Hi Anne,
You asked some good questions.
Based on your first question, it seems like you are analyzing the performance of a neural network model by comparing the root mean square error between training and validation data at different neurons, as well as examining the difference between average predicted and actual data. In the first figure, you correctly identified that the root mean square error is slightly higher at the 30th neuron compared to the first neuron (0.08038 vs. 0.07978). This difference may indicate a slight increase in prediction error as the neural network processes more complex patterns or features. Moving on to the second figure, you mentioned that the difference between the average predicted and actual data is 0.000649. This value represents the discrepancy between what your model predicts and the actual ground truth, suggesting a small margin of error in your predictions. To optimize your neural network model based on these findings using MATLAB functions, you can consider several strategies such as adjusting hyperparameters, increasing training data size, implementing regularization techniques, or fine-tuning the network architecture. For example, you could experiment with different activation functions, learning rates, batch sizes, or regularization methods like L1 or L2 regularization to improve model performance and reduce prediction errors. Additionally, you may want to explore techniques like early stopping or dropout to prevent overfitting and enhance generalization. By iteratively testing and tweaking these parameters using MATLAB's optimization functions and monitoring the model's performance metrics, you can fine-tune your neural network to achieve better accuracy and minimize errors in predictions. Remember to validate your optimized model on unseen data to ensure its robustness and generalizability.
Regarding your second question, additionally , how will you know if the number of neurons become overfitting? And if I run a statistical test between the actual data and ANN data outcome, which part of the data should I use to compare?

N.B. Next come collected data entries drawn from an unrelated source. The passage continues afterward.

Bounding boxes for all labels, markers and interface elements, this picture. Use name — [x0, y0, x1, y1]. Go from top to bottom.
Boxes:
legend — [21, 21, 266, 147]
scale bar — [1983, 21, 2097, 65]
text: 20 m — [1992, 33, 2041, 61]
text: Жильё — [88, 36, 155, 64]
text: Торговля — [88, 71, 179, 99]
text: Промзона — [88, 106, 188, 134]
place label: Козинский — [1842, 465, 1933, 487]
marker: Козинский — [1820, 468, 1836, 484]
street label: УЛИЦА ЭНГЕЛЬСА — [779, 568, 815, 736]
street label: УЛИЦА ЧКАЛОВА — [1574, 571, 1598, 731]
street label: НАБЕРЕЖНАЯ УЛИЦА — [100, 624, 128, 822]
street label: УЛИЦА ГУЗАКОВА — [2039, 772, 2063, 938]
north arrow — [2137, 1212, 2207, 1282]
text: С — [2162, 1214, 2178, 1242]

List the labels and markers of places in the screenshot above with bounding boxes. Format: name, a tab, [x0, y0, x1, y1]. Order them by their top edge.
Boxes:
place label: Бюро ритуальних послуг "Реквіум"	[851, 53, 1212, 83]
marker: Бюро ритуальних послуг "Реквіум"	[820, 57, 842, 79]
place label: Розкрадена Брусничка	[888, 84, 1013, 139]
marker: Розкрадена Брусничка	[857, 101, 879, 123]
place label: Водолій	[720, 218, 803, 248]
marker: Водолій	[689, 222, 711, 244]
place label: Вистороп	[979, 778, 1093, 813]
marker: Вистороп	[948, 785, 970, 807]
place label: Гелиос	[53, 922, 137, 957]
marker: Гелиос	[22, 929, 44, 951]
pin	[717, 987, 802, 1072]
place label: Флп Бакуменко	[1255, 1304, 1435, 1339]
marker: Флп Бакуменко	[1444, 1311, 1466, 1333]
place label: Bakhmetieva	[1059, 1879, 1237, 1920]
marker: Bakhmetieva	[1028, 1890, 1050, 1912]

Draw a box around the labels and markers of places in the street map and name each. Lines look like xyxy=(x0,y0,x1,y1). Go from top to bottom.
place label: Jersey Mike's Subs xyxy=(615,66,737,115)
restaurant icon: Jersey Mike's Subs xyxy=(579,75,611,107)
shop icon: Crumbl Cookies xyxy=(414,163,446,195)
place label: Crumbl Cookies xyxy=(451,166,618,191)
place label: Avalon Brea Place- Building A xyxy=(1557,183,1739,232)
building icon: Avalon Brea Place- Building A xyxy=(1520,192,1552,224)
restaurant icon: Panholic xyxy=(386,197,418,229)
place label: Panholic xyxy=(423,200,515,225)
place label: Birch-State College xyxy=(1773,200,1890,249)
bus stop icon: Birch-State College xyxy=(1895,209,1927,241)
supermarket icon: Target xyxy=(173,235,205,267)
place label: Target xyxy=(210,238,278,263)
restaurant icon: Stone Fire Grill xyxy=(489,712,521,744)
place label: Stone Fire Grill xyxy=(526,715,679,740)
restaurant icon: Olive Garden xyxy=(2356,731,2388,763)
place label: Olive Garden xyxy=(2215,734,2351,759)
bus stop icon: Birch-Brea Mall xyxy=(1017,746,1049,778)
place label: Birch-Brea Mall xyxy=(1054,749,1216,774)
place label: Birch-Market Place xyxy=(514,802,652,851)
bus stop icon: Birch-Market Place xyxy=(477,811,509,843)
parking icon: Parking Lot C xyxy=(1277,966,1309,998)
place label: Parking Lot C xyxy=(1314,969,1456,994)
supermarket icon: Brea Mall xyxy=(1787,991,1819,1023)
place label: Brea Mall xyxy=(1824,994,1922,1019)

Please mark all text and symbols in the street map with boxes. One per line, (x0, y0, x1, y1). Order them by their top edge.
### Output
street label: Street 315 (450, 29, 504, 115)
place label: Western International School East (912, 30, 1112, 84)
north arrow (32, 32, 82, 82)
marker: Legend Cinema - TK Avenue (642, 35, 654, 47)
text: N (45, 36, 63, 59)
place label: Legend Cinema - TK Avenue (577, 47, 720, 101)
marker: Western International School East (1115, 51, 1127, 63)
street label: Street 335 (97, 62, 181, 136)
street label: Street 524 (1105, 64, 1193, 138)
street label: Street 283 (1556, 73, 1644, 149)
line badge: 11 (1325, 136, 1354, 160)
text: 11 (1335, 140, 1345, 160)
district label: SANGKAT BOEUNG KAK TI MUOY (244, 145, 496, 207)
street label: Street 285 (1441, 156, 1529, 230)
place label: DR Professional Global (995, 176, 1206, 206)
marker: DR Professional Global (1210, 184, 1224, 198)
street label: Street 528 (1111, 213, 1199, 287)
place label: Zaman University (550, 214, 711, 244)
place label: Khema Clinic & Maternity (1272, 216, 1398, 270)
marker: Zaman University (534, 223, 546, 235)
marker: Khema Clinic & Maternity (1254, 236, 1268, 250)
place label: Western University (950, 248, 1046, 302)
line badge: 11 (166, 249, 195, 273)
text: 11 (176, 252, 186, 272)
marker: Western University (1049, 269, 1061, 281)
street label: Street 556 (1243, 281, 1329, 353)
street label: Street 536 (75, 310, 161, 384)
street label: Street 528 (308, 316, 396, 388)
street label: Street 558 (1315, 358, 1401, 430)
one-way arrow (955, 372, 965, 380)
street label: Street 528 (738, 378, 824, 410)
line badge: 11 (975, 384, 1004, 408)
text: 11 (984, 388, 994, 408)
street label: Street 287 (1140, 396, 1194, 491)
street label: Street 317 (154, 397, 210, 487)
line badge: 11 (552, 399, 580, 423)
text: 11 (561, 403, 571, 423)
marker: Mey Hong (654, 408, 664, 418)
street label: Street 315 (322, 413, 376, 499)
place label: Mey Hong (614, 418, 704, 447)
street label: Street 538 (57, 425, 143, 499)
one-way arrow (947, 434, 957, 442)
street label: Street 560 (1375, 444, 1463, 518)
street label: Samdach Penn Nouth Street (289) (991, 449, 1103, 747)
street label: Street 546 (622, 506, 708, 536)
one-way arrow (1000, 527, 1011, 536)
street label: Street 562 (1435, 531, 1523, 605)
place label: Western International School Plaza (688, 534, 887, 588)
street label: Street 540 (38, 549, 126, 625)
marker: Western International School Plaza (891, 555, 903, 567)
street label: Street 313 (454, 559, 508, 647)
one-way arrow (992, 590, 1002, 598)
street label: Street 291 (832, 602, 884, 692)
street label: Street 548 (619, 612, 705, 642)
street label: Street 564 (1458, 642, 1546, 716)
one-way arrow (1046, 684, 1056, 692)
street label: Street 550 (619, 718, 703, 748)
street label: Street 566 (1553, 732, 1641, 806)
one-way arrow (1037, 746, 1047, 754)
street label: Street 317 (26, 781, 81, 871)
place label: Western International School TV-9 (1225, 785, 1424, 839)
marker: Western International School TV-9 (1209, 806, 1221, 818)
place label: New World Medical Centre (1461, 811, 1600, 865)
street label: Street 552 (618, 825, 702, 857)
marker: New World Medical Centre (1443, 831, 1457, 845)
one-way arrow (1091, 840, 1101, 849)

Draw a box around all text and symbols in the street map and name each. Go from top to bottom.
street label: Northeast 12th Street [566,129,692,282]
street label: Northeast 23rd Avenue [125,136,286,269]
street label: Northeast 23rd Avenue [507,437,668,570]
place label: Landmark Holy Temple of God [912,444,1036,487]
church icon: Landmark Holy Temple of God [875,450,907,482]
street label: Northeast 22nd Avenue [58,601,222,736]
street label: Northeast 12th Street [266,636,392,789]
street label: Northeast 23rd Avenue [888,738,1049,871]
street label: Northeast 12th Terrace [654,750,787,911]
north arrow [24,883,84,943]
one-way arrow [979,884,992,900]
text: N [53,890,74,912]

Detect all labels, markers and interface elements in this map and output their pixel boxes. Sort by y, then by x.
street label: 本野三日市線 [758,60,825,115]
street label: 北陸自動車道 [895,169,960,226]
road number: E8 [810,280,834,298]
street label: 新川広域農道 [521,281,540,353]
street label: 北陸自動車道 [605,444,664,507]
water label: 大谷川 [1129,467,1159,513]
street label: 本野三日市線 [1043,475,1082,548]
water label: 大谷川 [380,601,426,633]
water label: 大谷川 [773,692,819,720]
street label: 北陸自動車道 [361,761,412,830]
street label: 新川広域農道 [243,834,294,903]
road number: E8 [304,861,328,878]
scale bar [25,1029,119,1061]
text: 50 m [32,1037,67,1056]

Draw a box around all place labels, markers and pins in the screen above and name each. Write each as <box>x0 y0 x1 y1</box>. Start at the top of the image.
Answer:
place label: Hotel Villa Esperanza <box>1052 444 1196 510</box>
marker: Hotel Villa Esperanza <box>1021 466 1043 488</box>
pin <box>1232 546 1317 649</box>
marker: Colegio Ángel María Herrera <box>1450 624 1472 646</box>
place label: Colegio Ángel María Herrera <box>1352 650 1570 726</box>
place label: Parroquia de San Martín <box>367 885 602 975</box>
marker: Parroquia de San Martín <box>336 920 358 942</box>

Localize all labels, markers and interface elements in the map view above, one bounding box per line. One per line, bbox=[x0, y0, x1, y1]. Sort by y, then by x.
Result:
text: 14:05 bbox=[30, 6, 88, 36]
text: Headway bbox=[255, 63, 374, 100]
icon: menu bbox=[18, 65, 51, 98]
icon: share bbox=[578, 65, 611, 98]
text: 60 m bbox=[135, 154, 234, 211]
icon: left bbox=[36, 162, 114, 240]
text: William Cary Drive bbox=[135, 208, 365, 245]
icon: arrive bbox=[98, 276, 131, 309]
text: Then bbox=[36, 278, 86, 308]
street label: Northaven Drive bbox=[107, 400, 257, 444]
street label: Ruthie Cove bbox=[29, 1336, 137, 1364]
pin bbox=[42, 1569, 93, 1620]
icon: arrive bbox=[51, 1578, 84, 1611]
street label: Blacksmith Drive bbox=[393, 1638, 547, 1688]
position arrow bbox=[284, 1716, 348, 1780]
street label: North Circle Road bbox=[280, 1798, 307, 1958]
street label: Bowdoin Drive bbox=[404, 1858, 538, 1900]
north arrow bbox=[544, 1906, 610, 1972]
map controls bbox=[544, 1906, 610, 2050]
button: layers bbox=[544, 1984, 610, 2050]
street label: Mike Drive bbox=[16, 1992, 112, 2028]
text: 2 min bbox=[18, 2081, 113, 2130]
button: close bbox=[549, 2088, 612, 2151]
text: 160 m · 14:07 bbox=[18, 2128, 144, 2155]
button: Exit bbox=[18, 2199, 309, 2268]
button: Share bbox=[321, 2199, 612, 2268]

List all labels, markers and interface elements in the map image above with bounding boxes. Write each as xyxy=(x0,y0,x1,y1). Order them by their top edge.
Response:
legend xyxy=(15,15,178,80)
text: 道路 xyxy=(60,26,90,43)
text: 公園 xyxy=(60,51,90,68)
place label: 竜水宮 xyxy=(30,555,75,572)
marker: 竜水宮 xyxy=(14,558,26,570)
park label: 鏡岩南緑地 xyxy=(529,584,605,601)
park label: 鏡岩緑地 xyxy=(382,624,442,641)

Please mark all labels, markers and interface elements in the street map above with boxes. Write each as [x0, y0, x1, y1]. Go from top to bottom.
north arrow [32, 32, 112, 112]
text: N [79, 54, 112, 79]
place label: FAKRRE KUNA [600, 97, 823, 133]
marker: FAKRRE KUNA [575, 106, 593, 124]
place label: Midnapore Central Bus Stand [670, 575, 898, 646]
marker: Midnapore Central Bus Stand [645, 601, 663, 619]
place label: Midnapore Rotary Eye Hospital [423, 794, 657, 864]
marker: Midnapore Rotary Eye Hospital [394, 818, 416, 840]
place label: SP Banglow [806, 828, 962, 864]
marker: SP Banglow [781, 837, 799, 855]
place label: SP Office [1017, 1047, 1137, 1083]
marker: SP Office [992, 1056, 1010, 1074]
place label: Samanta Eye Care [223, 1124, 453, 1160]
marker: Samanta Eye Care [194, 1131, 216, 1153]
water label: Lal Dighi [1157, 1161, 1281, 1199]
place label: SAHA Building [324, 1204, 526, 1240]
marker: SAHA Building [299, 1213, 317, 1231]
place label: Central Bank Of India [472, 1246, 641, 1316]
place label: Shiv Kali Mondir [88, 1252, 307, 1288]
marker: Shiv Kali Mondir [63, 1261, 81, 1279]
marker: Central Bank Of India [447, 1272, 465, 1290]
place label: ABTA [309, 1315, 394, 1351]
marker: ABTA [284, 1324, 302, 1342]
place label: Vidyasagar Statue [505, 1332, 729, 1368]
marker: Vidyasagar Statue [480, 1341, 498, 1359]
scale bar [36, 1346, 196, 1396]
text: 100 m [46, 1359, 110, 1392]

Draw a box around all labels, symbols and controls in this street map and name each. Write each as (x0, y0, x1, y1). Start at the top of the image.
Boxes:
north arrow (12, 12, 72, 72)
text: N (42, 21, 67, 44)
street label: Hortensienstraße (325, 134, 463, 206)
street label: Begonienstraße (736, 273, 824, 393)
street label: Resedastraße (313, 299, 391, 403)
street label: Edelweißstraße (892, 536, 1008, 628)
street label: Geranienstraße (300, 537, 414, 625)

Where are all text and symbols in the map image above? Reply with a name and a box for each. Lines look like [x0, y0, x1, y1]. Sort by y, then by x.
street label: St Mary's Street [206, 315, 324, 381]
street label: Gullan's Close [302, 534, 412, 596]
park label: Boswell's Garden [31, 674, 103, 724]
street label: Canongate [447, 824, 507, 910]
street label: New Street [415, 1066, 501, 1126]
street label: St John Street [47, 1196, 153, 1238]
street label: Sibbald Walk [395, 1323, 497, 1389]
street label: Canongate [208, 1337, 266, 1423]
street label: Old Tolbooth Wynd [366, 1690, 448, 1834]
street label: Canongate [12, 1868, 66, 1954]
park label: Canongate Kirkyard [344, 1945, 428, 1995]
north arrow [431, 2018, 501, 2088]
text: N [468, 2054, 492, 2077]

In MATLAB, several techniques can help detect overfitting in neural networks. One common approach is to monitor the network's performance on a separate validation dataset during training. If the network's performance on the validation set starts to degrade while the training performance continues to improve, it may indicate overfitting.
Another method involves using regularization techniques like weight decay or dropout during training. These techniques help prevent the network from memorizing the training data too closely, thus reducing the risk of overfitting.
To conduct a statistical test between actual data and ANN outcomes in MATLAB, you need to carefully select the data subsets for comparison. Typically, you would divide your dataset into three parts: training data, validation data, and test data. When comparing the actual data with ANN predictions, it is advisable to use the test data subset.
The test data subset serves as an independent dataset that the model has not seen during training or validation. By evaluating the model's performance on the test data, you can assess how well the neural network generalizes to unseen data and make meaningful comparisons between the actual data and ANN predictions.You can use the predict function to generate predictions from your trained neural network model and then compare these predictions with the actual data using statistical tests like hypothesis testing, mean squared error, or correlation analysis.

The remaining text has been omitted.